1人が11人のために、11人が1人のために


話をしよう。

これまでの更新、及び筆者の著書「孤独のミステル」でも触れてきたことだが・・・
ジョゼ・モウリーニョはピッチ上に送り出した11人のプレイヤー全員に、何らかの自己犠牲を要求する指揮官である。
特に、氏の前所属であるインテル・ミラノにおいては、ことさらこの傾向が顕著だった。
(現所属のレアル・マドリードでは、例外的にクリスティアーノ・ロナルドに一部守備のタスクを免除するなどの措置を取ってはいるものの、これは単純に
「その方がチームとしての効率が高まるから」
であって、CR7は別の形での犠牲を払わされてもいる




モウリーニョの作るチームにおいては、個人のエゴは完全に淘汰され、ベンチメンバーからベンチ外の選手に到るまで、全員に完璧な集団として機能することが求められる。
この文章を一読しただけでは、まるで自由に息をすることすら許されない、前時代的・軍隊式のチームを連想される方もいるかもしれない。
だが、その認識は正しくない。

彼はチームが結束し、ひとつの集団としてまとまるために、

チームとは家族である

ことを説く。
実際に擬似的な家族集団を形成し、モウリーニョ本人は一家の長として君臨する。

軍隊式ではない。
どこまでもそれは『家族的』である。

これは数あるモウリーニョのフィロソフィーのうち、自分が最も読み解くのに苦心した部分のひとつだった。

他は理屈としてわかる。
細かな練習方法や具体的な戦術設計、選手の評定方法など、全体像が掴めなくても感覚的に理解できている者は多いと自負している。

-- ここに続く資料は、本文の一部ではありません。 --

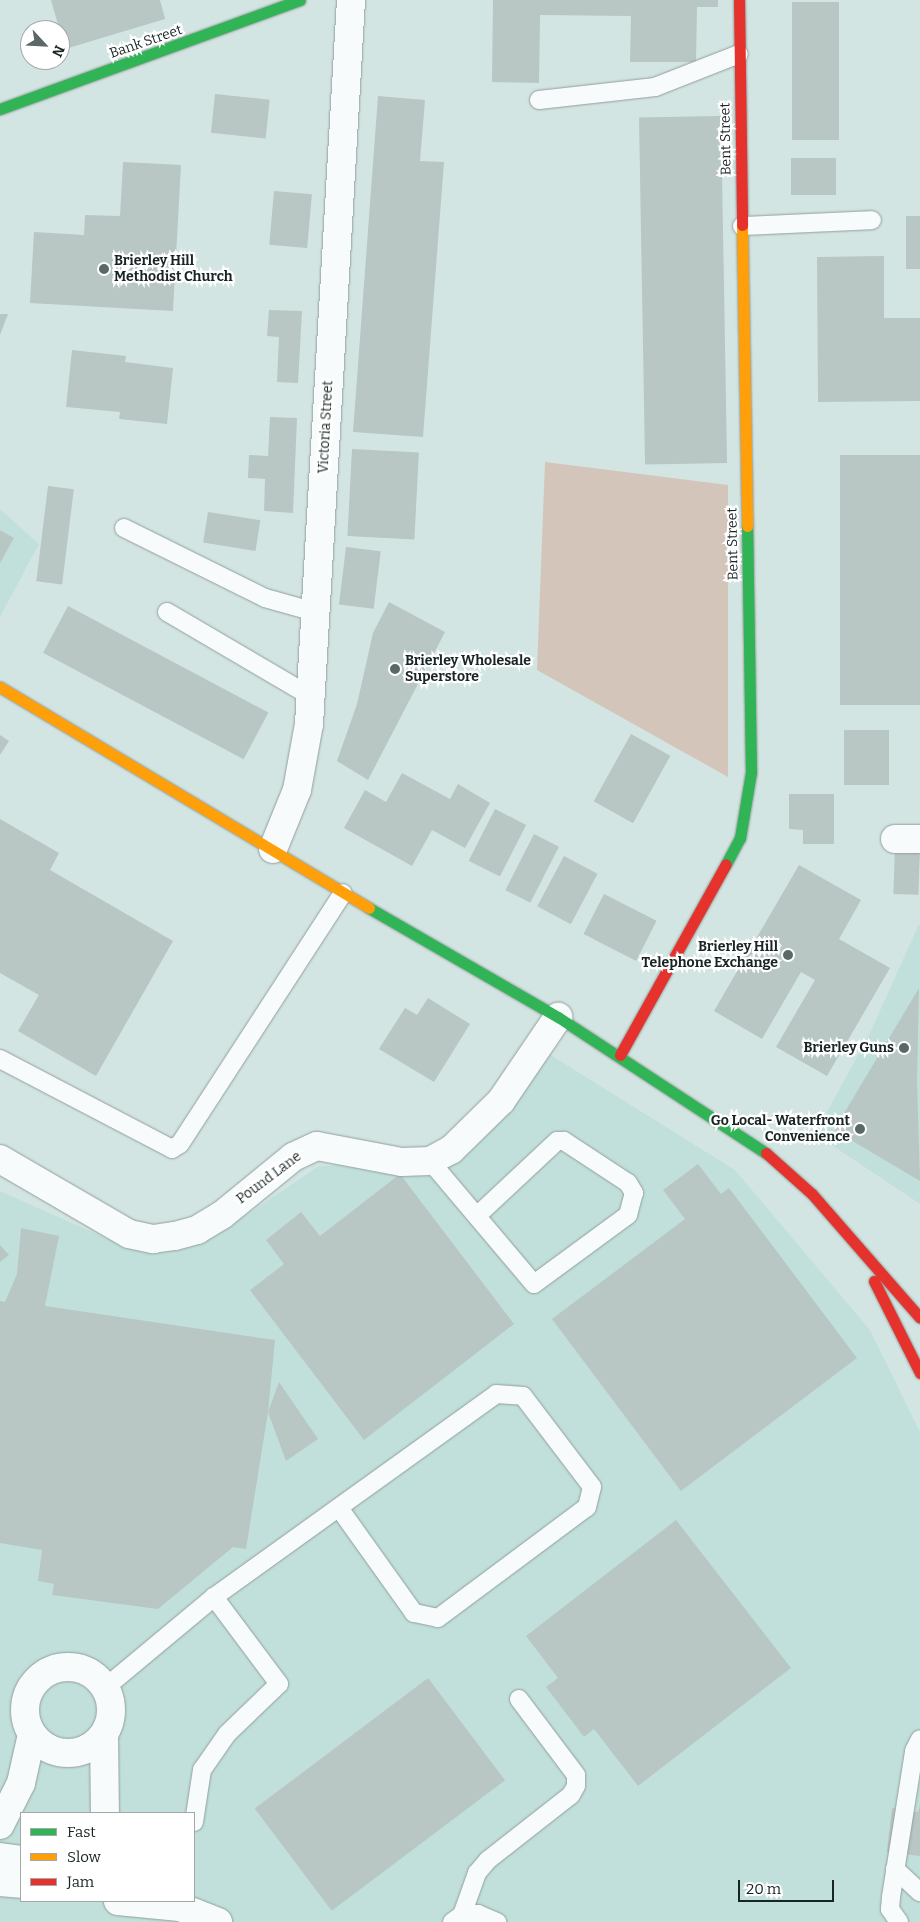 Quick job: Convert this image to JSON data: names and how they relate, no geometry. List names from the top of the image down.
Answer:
{
  "streets": {
    "main road": ["Bank Street", "Bent Street"],
    "street": ["Victoria Street", "Pound Lane"]
  },
  "places": [
    "Brierley Hill Methodist Church",
    "Brierley Wholesale Superstore",
    "Brierley Hill Telephone Exchange",
    "Brierley Guns",
    "Go Local- Waterfront Convenience"
  ],
  "legend": ["Fast", "Slow", "Jam"],
  "scale_bar": "20 m",
  "north": "bottom right"
} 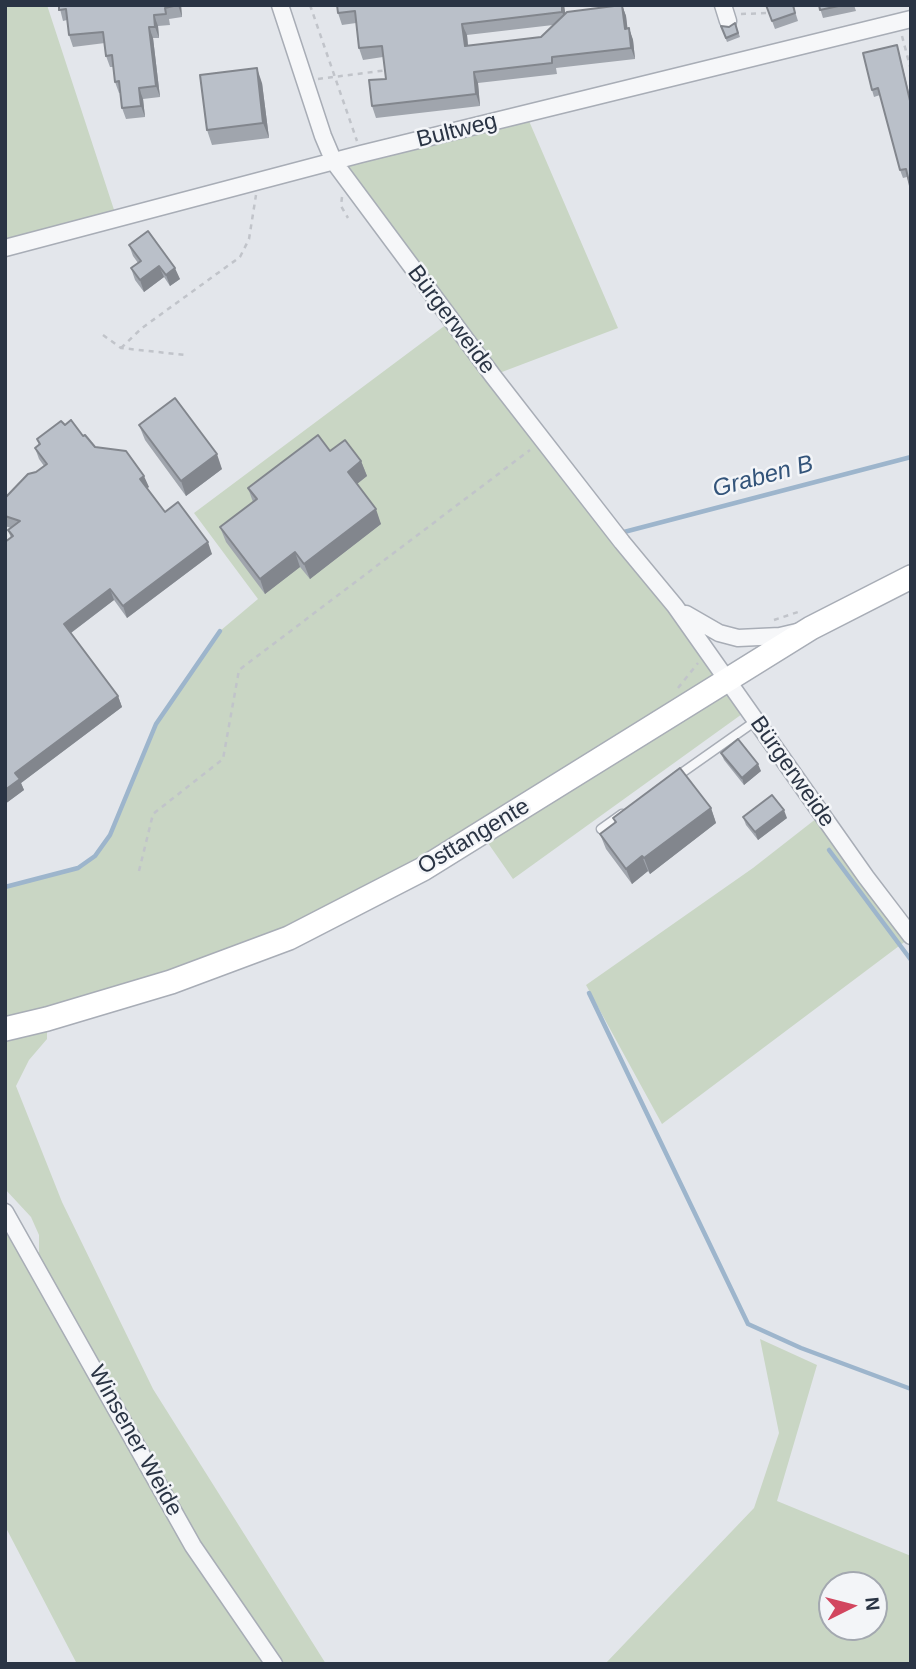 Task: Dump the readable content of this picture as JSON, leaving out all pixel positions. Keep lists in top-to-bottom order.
{
  "streets": {
    "main road": ["Osttangente"],
    "street": ["Bultweg", "Bürgerweide", "Winsener Weide"]
  },
  "crossings": [
    ["Bultweg", "Bürgerweide"],
    ["Bürgerweide", "Osttangente"]
  ],
  "water": ["Graben B"],
  "north": "right"
}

他方、これだけはその“必然性”が、長い間見えなかったのである。

別段家族でなくとも、群体としてまとまったプロ集団であって何がいけないのか・・・?
何故
家族のように
結束しなければならないのか?
単なる結束ではいけないのか・・・

その理由が、なかなか見えなかったと言ってもいい。

そんな中、朧げながらその必要性の一端を掴みかけたのが、2009-2010シーズン、インテルにおいて4-2-1-3が採用された時からだった。
正確に言えば、同システム化において、実質FWとは名ばかりの厳しい上下運動とプレッシング、ディフェンスを強いられながらも、懸命にプレーするサミュエル・エトーを発見してのことである。

正直に言えば、それまで自分の中のエトーは

ストライカーとして良くも悪くも“ゴールへの執着”に溢れたハンター

という印象が強かった。
セカンドトップはともかく、少なくともFWというポジションから大きく離れた、実質的なサイドプレイヤーとなることを了承するような“タマ”ではないと考えていた。

だが、エトーはそれをやった。

信じられないほどよく走り、信じられないほどよく相手を追った。
ボールを奪っては前に運び、幾度となく相手を引きつけ、何本もの決定的なパスを供給し続けた。

これは筆者にとって、極めて衝撃的なことだった。
あれほどの得点力を持った選手が、あれほど得点を決めることにこだわりを持った男が、何故・・・?



エトーは如何なる理由で、名目上FWとは言え、実質的にサイドハーフ(しかもCLでは、多分に守備的な仕事を要求されがちなポジション)でプレーすることを受け入れたのか。
その問いかけに対し、同選手はあるインタビューで、以下のように答えている。

モウリーニョが望んだからだ。
彼の言うことはいちいち真っ当で、僕はそれを受け入れた。

彼のために、チームのために、僕は犠牲を払うことを受け入れたんだ



――瞬間、疑問が氷解した気がした。
断片的にしか捉えきれていなかった情報が、自分の中でようやく一本の線に結実(手前勝手な錯覚と言われてしまえばそれまでだが)したように感じられたのだ。

個人の名誉のために、自分自身の満足のために走り、背負い、ぶつかることは極めて難しい。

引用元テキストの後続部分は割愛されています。